3:19 pm on May 3, 2006 (gmt 0)

10+ Year Member



"All old unused pages should 404."

All of our old pages are 404, so we are totally clean with that..

So I guess as of now I have to sit and wait in great suspense.. That is all left to do for us now..Unfurtunately...

darnoc

5:33 pm on May 3, 2006 (gmt 0)

10+ Year Member



g1smd: [Make sure that each page has only one URL that can get to it]

g1smd could you please clarify your point. Do you mean that ALL sites that legitimately use multiple URL's to reach the same content are now penalised by Google?

Example: Our site has 20,000 real estate listings in a dynamic database. Visitors can search through the listings using a number of different criteria (e.g. all apartments with at least 2 bedrooms in a certain town). They can also search for all apartments with at least 3 bedrooms in the same town. In this example both sets of results will include all apartments with 2 bedrooms.
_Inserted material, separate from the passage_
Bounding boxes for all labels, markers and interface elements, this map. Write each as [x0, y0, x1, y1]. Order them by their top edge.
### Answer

Does this mean that Google will not include any of these pages in the index?

tedster

5:41 pm on May 3, 2006 (gmt 0)

WebmasterWorld Senior Member 10+ Year Member



No, not penalized, but it does mean that Google must decide which of the urls to return in the SERPs for various searches - and that decision is automated and may not be the decision you would wish. It also can mean, in cases where many urls are involved, that Google gets tangled up and doesn't return any of them at all.

Most of the time, one or two urls for the same "deep" content doesn't seem to affect things badly. But if the situation is such that many urls will all resolve (or potentially an infinite number of urls) then things can get dark indeed.
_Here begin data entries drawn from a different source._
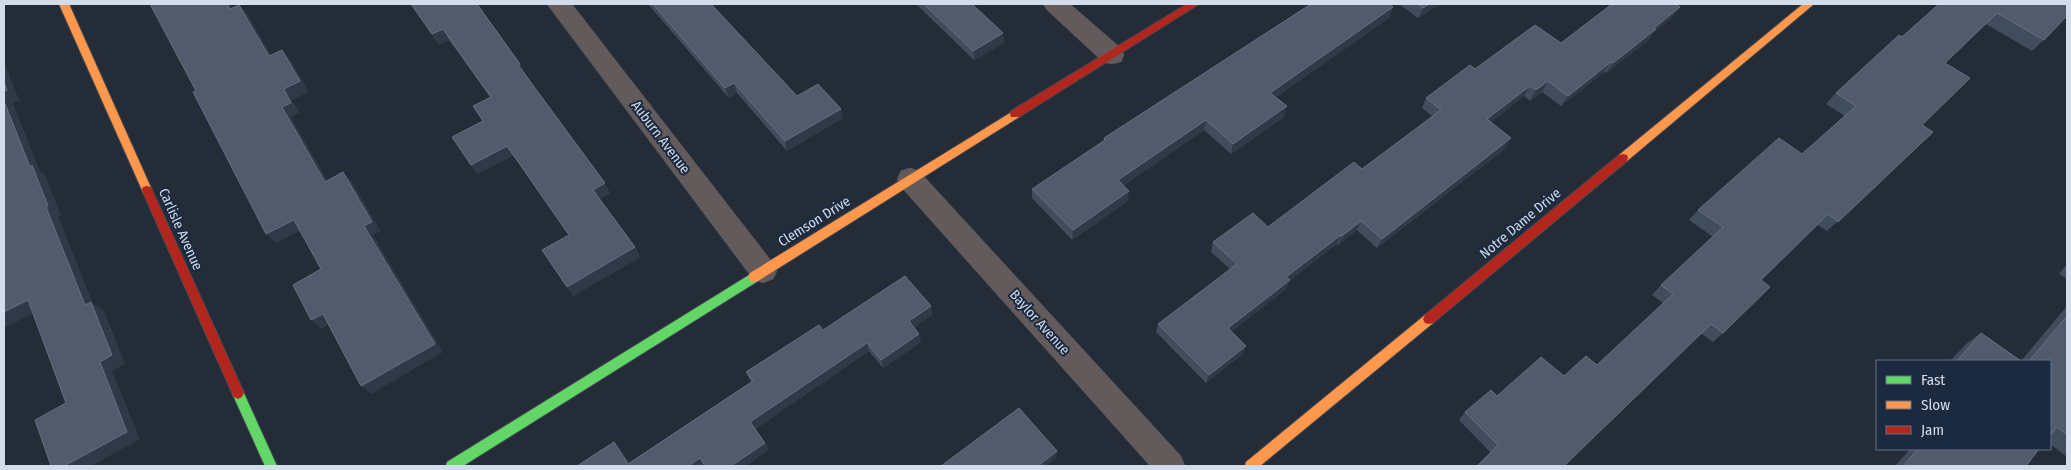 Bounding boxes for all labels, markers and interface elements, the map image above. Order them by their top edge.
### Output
street label: Auburn Avenue [628,97,694,177]
street label: Notre Dame Drive [1476,184,1564,262]
street label: Carlisle Avenue [155,186,206,273]
street label: Clemson Drive [775,192,854,250]
street label: Baylor Avenue [1006,286,1073,358]
legend [1876,360,2051,450]
text: Fast [1921,371,1945,389]
text: Slow [1921,396,1950,414]
text: Jam [1921,421,1944,439] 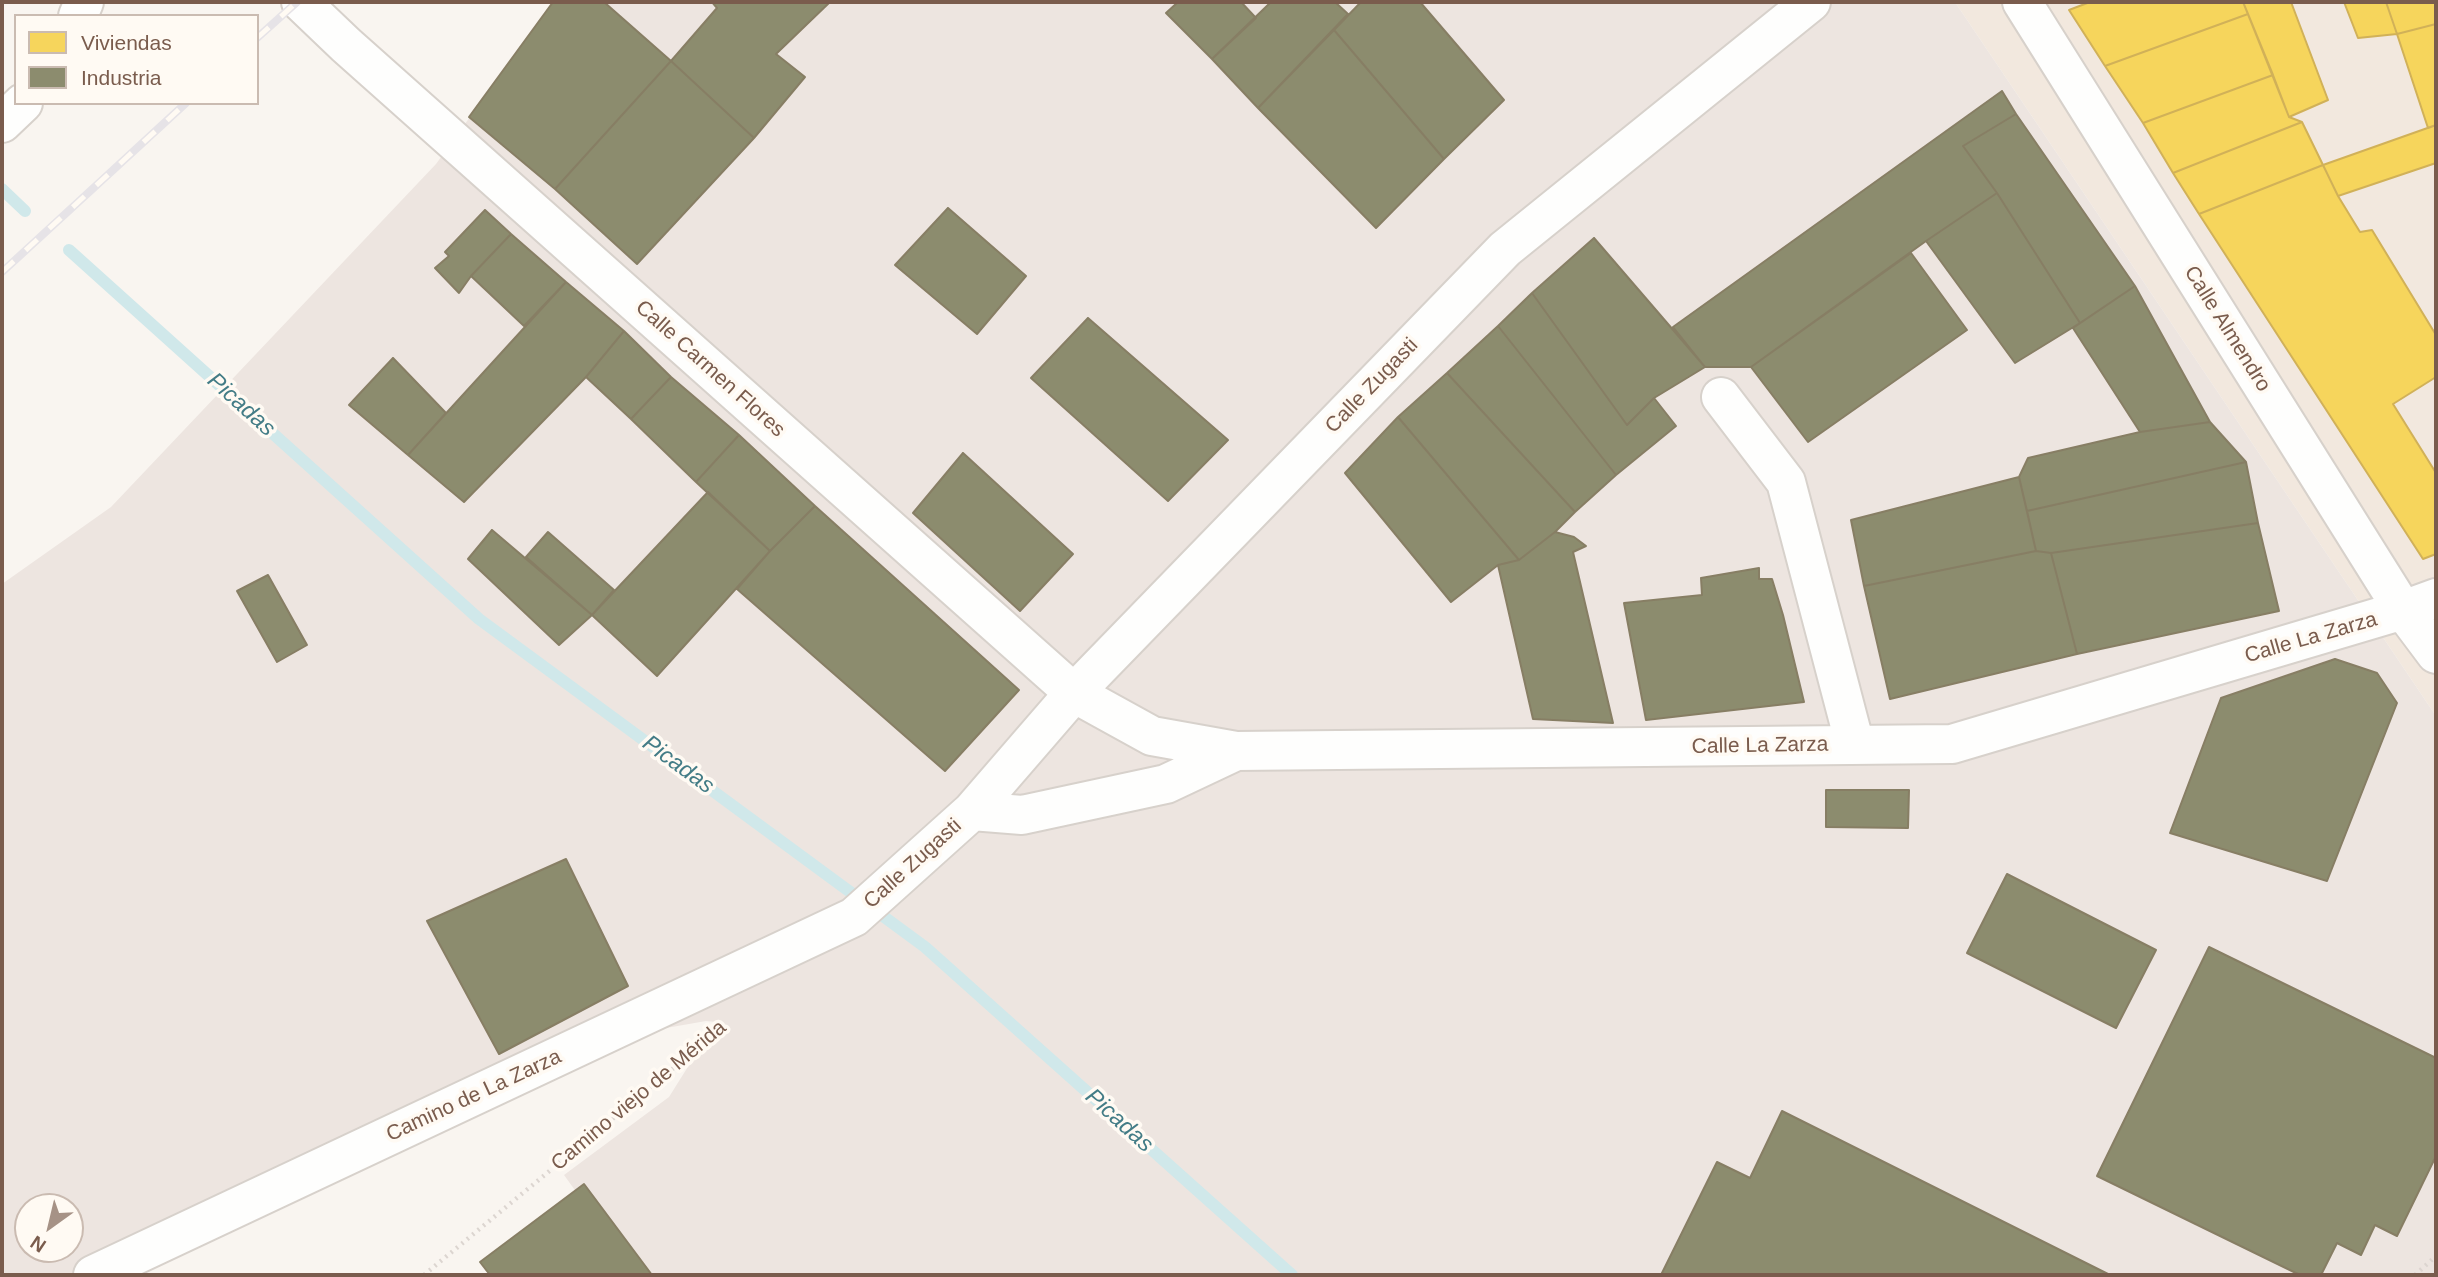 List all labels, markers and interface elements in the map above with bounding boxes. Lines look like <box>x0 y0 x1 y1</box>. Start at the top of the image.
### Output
legend <box>14 14 259 105</box>
text: Viviendas <box>81 31 172 54</box>
text: Industria <box>81 66 162 89</box>
street label: Calle Almendro <box>2178 261 2276 397</box>
street label: Calle Carmen Flores <box>630 295 790 443</box>
street label: Calle Zugasti <box>1320 333 1424 439</box>
water label: Picadas <box>201 367 281 443</box>
street label: Calle La Zarza <box>2242 607 2380 669</box>
water label: Picadas <box>637 730 719 800</box>
street label: Calle La Zarza <box>1692 732 1828 760</box>
street label: Calle Zugasti <box>859 814 967 914</box>
street label: Camino viejo de Mérida <box>546 1015 732 1177</box>
street label: Camino de La Zarza <box>382 1044 566 1148</box>
water label: Picadas <box>1079 1083 1159 1159</box>
north arrow <box>14 1193 84 1263</box>
text: N <box>27 1232 50 1257</box>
What is your current experience?

g1smd

5:51 pm on May 3, 2006 (gmt 0)

WebmasterWorld Senior Member 10+ Year Member Top Contributors Of The Month



If one particular apartment page can be got to through a URL like this: www.yoursite.com/search?size=2&location=florida&item=45045
and through a slightly different URL like:
www.yoursite.com/search?size=3&location=florida&item=45045
then, yes, you have multiple URLs for the same content, and that is "duplicate content".

The fix is to decide on one canonical format for each listing, and use <meta name="robots" content="noindex"> on all other pages of the site that have a different URL format.

Check the example about vBulletin forums, posted above, for guidance.

darnoc

7:02 pm on May 3, 2006 (gmt 0)

10+ Year Member



Thanks for your responses.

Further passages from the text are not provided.